V1-V2 Dataset V1-V2 ElasticSearch V3 field name
identifier [url] uri [url] url [url]
in_scheme [url] scheme [url] in_scheme [url]
pref_label [dict] label [dict] pref_label [dict]
id [str] ⛔
type [str] ⛔
code [str] ⛔
internal_code ⛔
parent_ids broader [obj]
child_ids [list] children [list]
has_children [bool] ⛔
same_as [list] same_as [list]
name* [dict] label [dict] pref_label [dict]
is_part_of* [obj] parent_id [str] parent [obj]
as_wkt** [list] wkt [str] as_wkt [str]
file_format*** input_file_format file_format
format_version*** output_format_version format_version

* Organization data.
** Location data.
*** File format version data.

Files API changes#

Files#

File identifier in external storage service has been renamed from identifier to storage_identifier. The storage_identifier value is only unique per storage service and the same value may exist in multiple services.

Field names#

Field V1/V2 V3
File id id [int] id [uuid] ⭐
File id in external service identifier [str] storage_identifier [str] ⭐
External service file_storage [str]
e.g. urn:nbn:fi:att:file-storage-ida
storage_service [str]
e.g. ida ⭐
Project identifier project_identifier [str] csc_project [str] 🕰
Modification date in external service file_modified [datetime] modified [datetime] ⭐
Freeze date in external service file_frozen [datetime] frozen [datetime] ⭐
File removal date from Metax file_removed removed [datetime] ⭐
Deletion date file_deleted [datetime] :no-entry:
Upload date in external service file_uploaded [datetime] :no-entry:
File extension file_format [str] :no-entry:
File characteristics file_characteristics [object] ❓
File characteristics extension file_characteristics_extension [object] ❓
Parent directory parent_directory [obj] :no-entry:
Full file path file_path [str] pathname [str] ⭐
File name file_name [str] filename, determined from pathname [str] ⭐
Open access open_access [bool] :no-entry:
PAS compatible pas_compatible [bool] is_pas_compatible [bool] 🕰
File size in bytes byte_size [int] size [int] ⭐
Checksum algorithm checksum_algorithm checksum [algorithm:value], e.g. "sha256:f00f" ⭐
Checksum value checksum_value merged with checksum_algorithm ⭐
Checksum check date checksum_checked :no-entry:

Directories#

Directories no longer exist as persistent database objects. They are instead generated dynamically based on filtered file results when browsing the /v3/directories endpoint.
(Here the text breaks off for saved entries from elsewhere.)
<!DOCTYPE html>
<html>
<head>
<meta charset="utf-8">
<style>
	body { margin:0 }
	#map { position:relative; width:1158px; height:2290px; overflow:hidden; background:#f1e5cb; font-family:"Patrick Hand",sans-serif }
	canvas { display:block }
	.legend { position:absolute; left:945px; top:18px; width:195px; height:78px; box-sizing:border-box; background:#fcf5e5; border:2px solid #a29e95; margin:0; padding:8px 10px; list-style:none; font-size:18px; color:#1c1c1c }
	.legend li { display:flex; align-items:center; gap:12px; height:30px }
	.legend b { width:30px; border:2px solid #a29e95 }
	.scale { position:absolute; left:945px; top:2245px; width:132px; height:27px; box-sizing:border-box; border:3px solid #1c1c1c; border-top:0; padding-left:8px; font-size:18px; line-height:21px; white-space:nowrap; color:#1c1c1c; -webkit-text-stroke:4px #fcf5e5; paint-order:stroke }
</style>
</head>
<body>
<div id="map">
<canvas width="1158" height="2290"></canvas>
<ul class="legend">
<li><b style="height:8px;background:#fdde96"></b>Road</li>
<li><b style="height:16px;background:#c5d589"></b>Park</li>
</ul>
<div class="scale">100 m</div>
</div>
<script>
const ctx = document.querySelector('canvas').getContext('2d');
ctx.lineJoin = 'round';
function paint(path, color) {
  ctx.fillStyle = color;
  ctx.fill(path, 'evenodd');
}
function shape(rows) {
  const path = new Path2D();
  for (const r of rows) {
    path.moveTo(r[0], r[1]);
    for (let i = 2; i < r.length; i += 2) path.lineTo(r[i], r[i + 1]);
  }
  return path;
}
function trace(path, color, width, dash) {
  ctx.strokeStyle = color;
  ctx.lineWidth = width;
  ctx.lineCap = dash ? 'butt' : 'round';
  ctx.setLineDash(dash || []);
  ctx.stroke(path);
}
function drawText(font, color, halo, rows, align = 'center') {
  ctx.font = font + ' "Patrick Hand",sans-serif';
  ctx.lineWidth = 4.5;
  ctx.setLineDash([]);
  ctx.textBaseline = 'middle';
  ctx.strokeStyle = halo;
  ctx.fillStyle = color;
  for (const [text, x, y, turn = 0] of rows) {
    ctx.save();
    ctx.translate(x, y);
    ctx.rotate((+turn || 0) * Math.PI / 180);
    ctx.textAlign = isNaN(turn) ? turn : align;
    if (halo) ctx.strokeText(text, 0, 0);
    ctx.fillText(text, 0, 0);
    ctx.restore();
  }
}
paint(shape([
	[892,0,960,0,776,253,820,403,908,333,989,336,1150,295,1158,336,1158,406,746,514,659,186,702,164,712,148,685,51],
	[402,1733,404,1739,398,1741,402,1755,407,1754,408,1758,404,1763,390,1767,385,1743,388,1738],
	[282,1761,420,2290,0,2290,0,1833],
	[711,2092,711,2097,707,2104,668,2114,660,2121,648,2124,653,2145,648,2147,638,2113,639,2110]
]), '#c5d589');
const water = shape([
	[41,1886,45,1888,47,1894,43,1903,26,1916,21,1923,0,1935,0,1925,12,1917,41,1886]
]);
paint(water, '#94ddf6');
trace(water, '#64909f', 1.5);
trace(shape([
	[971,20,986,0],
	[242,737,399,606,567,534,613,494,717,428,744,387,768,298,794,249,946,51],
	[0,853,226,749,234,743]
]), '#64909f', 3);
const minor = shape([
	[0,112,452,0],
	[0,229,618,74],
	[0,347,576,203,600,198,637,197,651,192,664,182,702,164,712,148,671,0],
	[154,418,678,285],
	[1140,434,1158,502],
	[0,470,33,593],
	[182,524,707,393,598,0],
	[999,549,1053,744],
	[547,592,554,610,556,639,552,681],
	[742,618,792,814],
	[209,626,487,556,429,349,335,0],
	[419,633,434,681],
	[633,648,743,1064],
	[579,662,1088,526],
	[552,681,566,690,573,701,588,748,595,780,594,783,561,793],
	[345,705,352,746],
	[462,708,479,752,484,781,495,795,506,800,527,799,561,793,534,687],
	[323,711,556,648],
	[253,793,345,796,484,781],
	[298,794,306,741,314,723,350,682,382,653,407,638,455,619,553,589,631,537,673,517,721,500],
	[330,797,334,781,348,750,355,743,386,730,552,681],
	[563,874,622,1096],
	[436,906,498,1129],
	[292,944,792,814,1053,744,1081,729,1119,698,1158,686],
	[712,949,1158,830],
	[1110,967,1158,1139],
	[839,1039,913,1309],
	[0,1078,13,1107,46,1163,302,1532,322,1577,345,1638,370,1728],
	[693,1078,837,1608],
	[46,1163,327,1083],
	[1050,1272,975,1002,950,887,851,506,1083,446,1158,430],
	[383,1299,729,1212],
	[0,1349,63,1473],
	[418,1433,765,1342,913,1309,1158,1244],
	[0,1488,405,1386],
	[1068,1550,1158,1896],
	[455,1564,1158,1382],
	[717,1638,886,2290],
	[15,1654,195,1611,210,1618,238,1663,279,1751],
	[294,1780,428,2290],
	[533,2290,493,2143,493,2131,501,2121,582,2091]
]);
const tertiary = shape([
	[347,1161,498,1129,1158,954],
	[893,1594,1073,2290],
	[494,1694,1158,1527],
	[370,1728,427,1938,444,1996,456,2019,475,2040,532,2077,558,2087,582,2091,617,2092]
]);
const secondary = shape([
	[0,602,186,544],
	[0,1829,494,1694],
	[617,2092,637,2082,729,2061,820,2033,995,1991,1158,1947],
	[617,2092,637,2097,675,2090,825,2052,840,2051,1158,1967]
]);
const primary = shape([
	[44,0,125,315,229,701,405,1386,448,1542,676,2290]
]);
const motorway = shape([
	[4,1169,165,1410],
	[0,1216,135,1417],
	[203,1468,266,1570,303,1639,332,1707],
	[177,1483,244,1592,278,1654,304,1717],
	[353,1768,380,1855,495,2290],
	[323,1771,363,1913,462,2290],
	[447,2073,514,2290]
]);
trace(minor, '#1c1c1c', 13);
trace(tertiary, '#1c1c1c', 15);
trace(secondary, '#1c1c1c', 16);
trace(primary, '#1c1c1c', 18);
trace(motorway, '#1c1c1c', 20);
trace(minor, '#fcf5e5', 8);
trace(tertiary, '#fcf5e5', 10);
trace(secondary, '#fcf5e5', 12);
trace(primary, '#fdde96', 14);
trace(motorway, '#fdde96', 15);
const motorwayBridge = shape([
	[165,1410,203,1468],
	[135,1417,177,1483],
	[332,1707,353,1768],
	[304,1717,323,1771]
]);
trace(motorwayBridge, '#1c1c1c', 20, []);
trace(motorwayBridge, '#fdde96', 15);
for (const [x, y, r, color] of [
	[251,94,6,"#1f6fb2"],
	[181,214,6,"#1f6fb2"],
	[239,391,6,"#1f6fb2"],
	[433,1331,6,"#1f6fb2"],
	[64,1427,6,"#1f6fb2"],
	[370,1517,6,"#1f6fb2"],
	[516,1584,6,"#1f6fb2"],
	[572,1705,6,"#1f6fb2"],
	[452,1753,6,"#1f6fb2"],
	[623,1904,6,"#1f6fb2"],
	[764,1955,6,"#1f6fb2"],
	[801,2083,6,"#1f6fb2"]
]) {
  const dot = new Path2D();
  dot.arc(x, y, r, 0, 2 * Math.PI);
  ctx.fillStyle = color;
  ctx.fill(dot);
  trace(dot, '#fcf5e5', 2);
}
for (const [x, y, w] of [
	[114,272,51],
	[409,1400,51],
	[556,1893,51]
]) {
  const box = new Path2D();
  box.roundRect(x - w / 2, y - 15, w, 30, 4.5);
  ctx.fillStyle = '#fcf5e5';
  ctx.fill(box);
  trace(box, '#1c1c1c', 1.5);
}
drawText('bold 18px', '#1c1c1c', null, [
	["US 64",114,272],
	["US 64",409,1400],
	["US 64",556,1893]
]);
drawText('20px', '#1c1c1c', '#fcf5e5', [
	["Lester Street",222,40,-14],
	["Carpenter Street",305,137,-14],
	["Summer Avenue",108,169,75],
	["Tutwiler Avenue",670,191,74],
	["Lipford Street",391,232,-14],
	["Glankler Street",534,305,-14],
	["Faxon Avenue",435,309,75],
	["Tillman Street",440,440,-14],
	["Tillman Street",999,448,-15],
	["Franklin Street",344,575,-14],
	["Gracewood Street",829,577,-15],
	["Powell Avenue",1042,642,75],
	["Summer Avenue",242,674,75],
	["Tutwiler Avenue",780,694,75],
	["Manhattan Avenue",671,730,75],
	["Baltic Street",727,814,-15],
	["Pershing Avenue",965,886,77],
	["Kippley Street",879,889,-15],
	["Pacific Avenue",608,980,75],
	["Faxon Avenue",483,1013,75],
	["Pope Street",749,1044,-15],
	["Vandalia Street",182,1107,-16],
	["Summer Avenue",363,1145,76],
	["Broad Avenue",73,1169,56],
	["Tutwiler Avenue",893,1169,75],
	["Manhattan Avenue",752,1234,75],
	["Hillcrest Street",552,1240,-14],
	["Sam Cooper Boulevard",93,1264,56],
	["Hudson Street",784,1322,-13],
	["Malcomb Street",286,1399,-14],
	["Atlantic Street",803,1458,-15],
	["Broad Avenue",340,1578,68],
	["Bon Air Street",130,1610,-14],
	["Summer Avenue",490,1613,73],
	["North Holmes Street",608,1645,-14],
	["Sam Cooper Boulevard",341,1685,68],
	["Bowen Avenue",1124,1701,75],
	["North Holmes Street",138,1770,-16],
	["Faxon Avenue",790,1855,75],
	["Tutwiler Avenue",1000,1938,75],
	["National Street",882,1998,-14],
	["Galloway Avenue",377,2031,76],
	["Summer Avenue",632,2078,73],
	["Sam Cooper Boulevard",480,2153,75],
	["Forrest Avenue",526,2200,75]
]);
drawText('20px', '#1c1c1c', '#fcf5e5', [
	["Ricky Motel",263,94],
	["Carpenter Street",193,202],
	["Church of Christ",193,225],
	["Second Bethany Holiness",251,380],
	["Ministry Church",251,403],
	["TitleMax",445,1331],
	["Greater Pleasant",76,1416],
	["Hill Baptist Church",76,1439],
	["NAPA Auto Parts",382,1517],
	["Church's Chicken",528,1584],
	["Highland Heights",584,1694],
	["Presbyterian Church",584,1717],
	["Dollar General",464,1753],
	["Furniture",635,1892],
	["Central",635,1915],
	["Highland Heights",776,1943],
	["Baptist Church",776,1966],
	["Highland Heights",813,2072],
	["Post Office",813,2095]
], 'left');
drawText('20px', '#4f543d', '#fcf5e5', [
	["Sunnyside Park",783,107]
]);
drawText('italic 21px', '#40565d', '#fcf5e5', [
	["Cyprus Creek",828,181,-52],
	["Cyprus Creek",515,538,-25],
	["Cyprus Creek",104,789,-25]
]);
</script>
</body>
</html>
When browsing directories and the query parameter dataset=<id> is set, the directory file_count and size values correspond to total count and size of directory files belonging to the dataset. When exclude_dataset=true is also set, the returned counts are for directory files not belonging to the dataset.

See Directory object fields for available directory fields.

File storages#

In V1/V2, a file storage is an object reprenting an external service where files are stored. In V3, file storages represent a collection of files in an external service. For example, each IDA project has its own file storage object, identified by {"storage_service": "ida", "csc_project": <project> }.

File storages are created automatically when files are added and are not exposed directly through the API.

See Storage services for supported storage services.

File endpoints changes#

In v3, automatic identifier type detection (internal id or external storage_identifier) in endpoint paths has been removed. The <id> in a V3 file endpoint path always refers to the internal id. To operate on an existing file using storage_identifier instead of id, bulk file endpoints can be used.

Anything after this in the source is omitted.